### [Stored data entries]
Start of Block

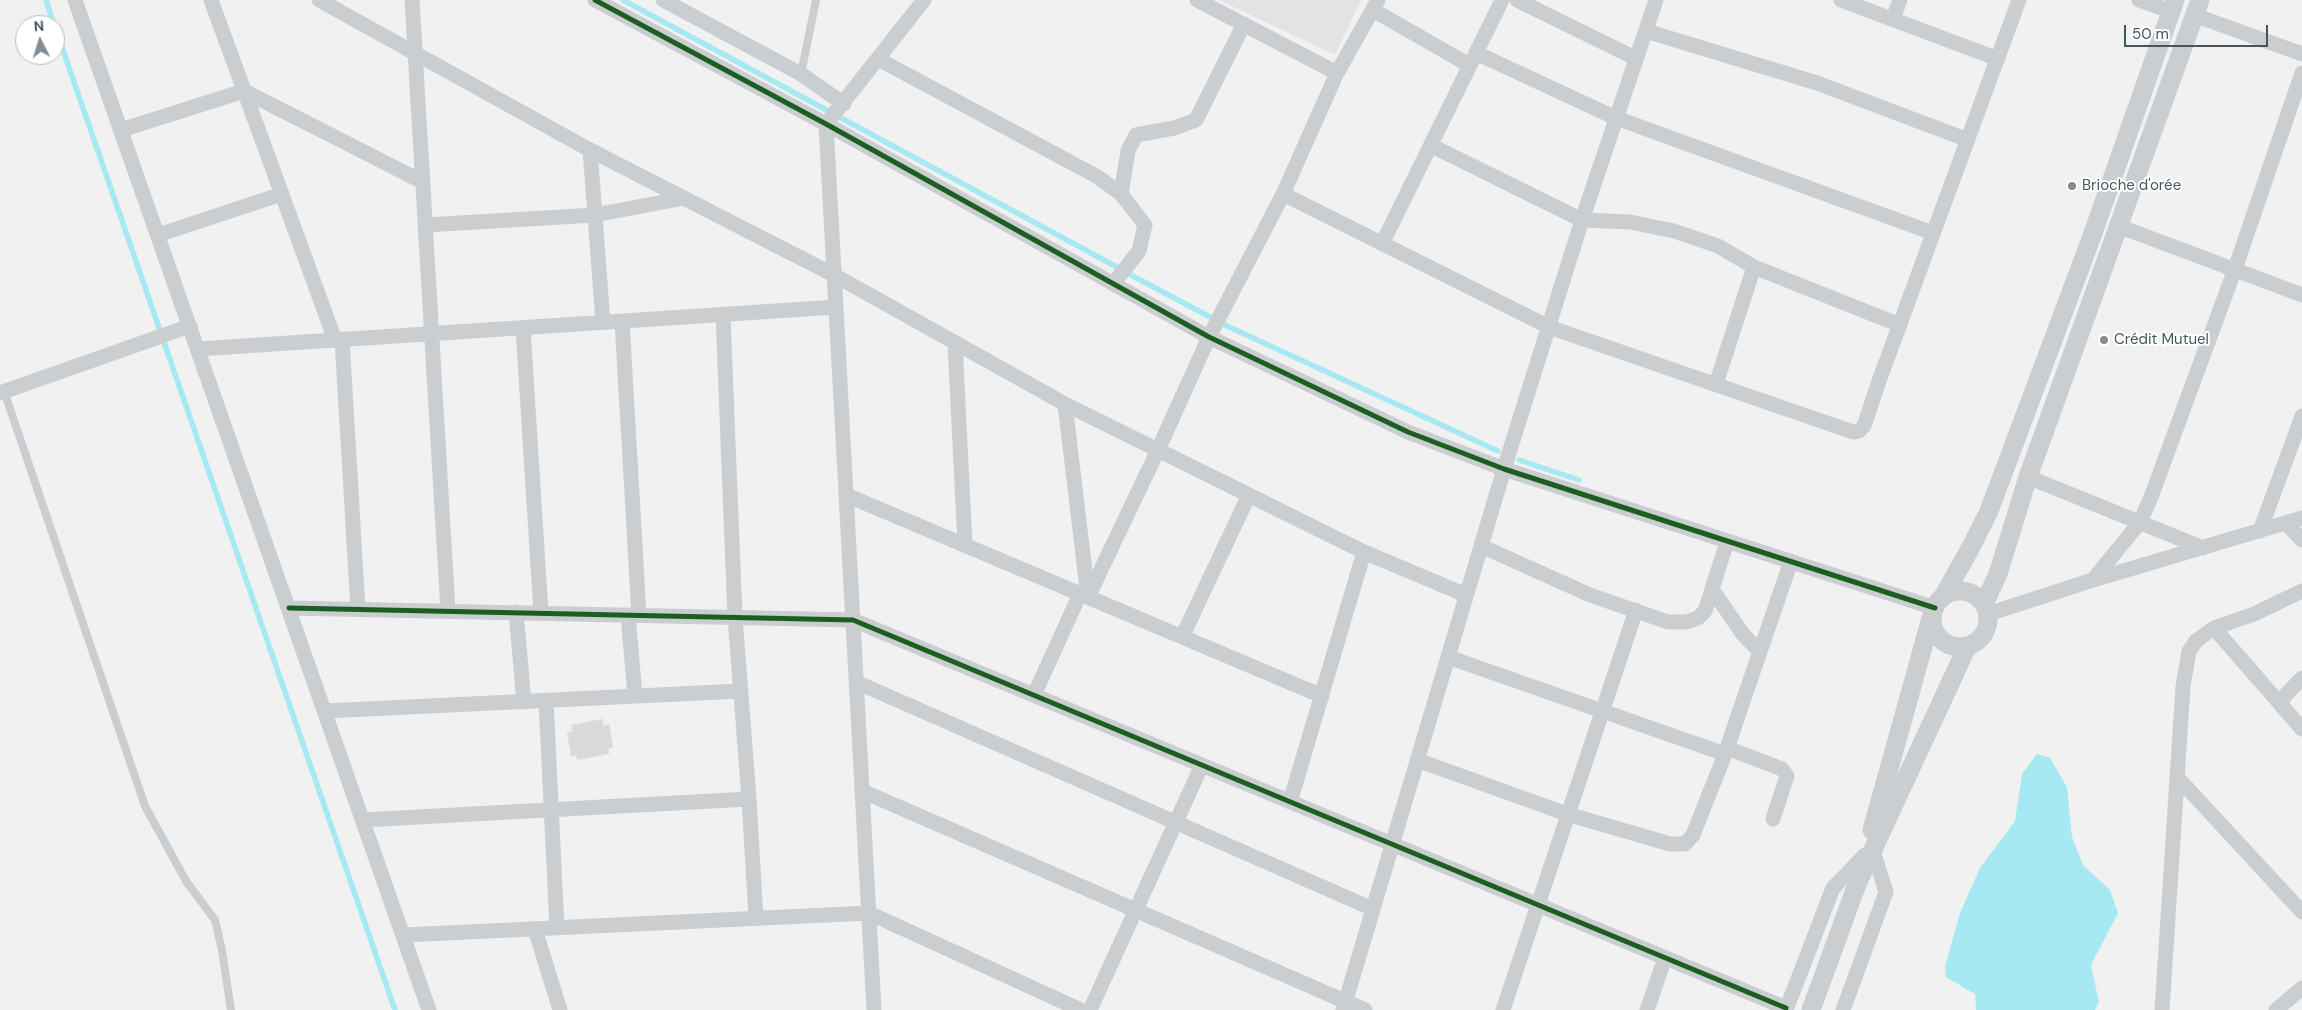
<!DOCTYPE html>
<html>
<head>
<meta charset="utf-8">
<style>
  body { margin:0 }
  #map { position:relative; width:2302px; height:1010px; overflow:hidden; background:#f2f1f1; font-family:"DM Sans",sans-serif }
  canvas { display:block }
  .north { position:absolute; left:15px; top:15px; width:50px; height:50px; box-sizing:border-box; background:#fff; border:1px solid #b5bbbf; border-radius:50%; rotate:355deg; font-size:14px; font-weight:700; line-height:20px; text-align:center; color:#465660 }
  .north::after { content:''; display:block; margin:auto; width:18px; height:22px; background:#828c93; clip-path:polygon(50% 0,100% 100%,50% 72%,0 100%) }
  .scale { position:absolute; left:2124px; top:25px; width:144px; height:22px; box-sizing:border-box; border:2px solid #465660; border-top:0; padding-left:6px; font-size:15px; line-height:18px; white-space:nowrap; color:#465660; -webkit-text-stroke:4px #fff; paint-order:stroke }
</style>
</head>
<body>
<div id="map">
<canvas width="2302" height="1010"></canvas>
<div class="north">N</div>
<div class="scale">50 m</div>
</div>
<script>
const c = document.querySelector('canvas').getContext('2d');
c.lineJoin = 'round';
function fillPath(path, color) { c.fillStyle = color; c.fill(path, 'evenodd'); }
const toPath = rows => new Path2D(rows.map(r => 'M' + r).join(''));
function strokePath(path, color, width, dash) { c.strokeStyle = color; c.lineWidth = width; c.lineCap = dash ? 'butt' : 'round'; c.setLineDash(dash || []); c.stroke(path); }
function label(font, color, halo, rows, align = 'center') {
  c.font = font + ' "DM Sans",sans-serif'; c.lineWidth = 4; c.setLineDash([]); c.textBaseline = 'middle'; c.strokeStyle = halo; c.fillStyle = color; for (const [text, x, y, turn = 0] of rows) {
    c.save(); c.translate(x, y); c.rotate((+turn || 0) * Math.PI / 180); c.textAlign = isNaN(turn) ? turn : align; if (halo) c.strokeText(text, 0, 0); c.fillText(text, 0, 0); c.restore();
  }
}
fillPath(toPath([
  [1219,0,1361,0,1335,55]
]), '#e3e2e4');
fillPath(toPath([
  [2037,754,2050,758,2067,787,2072,837,2083,865,2110,890,2118,913,2091,965,2099,1002,2095,1010,1976,1010,1975,994,1946,977,1945,966,1960,913,1980,868,2015,821,2022,774]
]), '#a6e9f2');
strokePath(toPath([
  [46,0,54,25],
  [623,0,1115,266],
  [55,27,395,1010],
  [1131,275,1210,317],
  [1225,325,1498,451],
  [1519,460,1579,480]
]), '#a6e9f2', 5.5);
const building = toPath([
  [602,719,604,726,609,724,613,748,608,749,609,754,577,760,576,755,571,756,567,732,572,732,571,725,602,719]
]);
fillPath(building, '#d8d9da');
strokePath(building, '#e3e3e4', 1);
strokePath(toPath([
  [801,74,816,0],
  [4,391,145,806,186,881,215,920,222,950,231,1010]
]), '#caced1', 8);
strokePath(toPath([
  [75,0,429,1010],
  [211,0,335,340],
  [319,0,590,150,834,275,1065,404,1364,552,1466,595],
  [412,0,448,611],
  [595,0,826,124,1209,337,1408,432,1504,469,1935,608],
  [663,0,801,74,844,104],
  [1197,0,1337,73],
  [1517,0,1635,58],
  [1841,0,1998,59],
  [2139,0,2170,11],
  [1373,10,1469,65],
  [2194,15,2302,54],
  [1893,19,1900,0],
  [1646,31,1817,83,1968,140],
  [1476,53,1616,118,1933,233],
  [878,59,1098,177,1121,194,1145,225,1139,251,1113,284],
  [121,130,244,91,423,182],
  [1432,146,1582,220,1630,222,1674,231,1718,246,1754,267,1900,325],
  [590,150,603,322],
  [1121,194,1128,151,1136,135,1174,128,1196,120,1244,24],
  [1283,194,1549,327,1853,432,1859,431,1864,426,1879,381,2019,0],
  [426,225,595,215,684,198],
  [2118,226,2302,295],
  [158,235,282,194],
  [1382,244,1502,0],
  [723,315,735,617,749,799,756,918],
  [622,321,639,615],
  [523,328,541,613],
  [342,339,358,609],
  [955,343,965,545],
  [198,349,836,307],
  [1716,384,1754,267],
  [0,393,190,326],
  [1065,404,1088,597],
  [2028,477,2203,548],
  [846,495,1322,696],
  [2286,523,2302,540],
  [2260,531,2302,416],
  [1481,546,1590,595,1668,622,1686,622,1698,618,1705,611,1727,542],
  [2093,580,2140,522,2151,497,2235,269,2302,73],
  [1712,589,1742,633,1760,652],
  [1088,597,1158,450,1209,337,1283,194,1337,73,1378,0],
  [289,608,853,620,1786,1008],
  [516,612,524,702],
  [1988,614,2093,580,2302,518],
  [628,615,635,696],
  [2214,628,2302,729],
  [1182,637,1249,495],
  [856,682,1373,909],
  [1034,695,1080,594],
  [546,701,557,928],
  [2279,702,2302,678],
  [325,711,741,691],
  [1727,748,1782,769,1787,776,1773,819],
  [1725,754,1791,561],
  [1417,760,1567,814,1670,844,1685,844,1693,835,1725,754,1448,657],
  [2178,778,2302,912],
  [862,791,1365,1010],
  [1290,802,1364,552],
  [363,820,749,799],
  [535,929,560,1010],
  [404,935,869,913,1081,1010],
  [874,1010,826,124,924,0],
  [1090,1010,1202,765],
  [1343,1010,1504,469,1582,220,1656,0],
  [1503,1010,1636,610],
  [1647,1010,1665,958],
  [1786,1010,1833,888,1865,855],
  [1843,1010,1886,892,1873,851],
  [2162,1010,2183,686,2189,651,2196,641,2214,628,2254,614,2302,591],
  [2276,1010,2302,988]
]), '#caced1', 15);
strokePath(toPath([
  '1932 619a28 28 0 1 1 56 0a28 28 0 1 1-56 0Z',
  [1943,597,1971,547,1989,511,2092,236,2175,0],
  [1984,604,1998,574,2028,477,2200,0],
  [1872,830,1931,618],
  [1811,1010,1857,884,1967,647]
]), '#caced1', 19);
strokePath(toPath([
  [595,0,826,124,1209,337,1408,432,1504,469,1935,608],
  [289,608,853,620,1786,1008]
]), '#1b5e20', 5);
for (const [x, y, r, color] of [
  [2072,186,5,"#828c93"],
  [2104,340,5,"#828c93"]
]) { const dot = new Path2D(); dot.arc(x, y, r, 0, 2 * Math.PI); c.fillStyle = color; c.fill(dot); strokePath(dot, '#fff', 2); }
label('15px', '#465660', '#fff', [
  ["Brioche d'orée",2082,186],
  ["Crédit Mutuel",2114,340]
], 'left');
</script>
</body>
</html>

End of Block

### [Requirement]
If a line of the data contains "center", copy it out.

### [Solution for this exercise]
  .north { position:absolute; left:15px; top:15px; width:50px; height:50px; box-sizing:border-box; background:#fff; border:1px solid #b5bbbf; border-radius:50%; rotate:355deg; font-size:14px; font-weight:700; line-height:20px; text-align:center; color:#465660 }
function label(font, color, halo, rows, align = 'center') {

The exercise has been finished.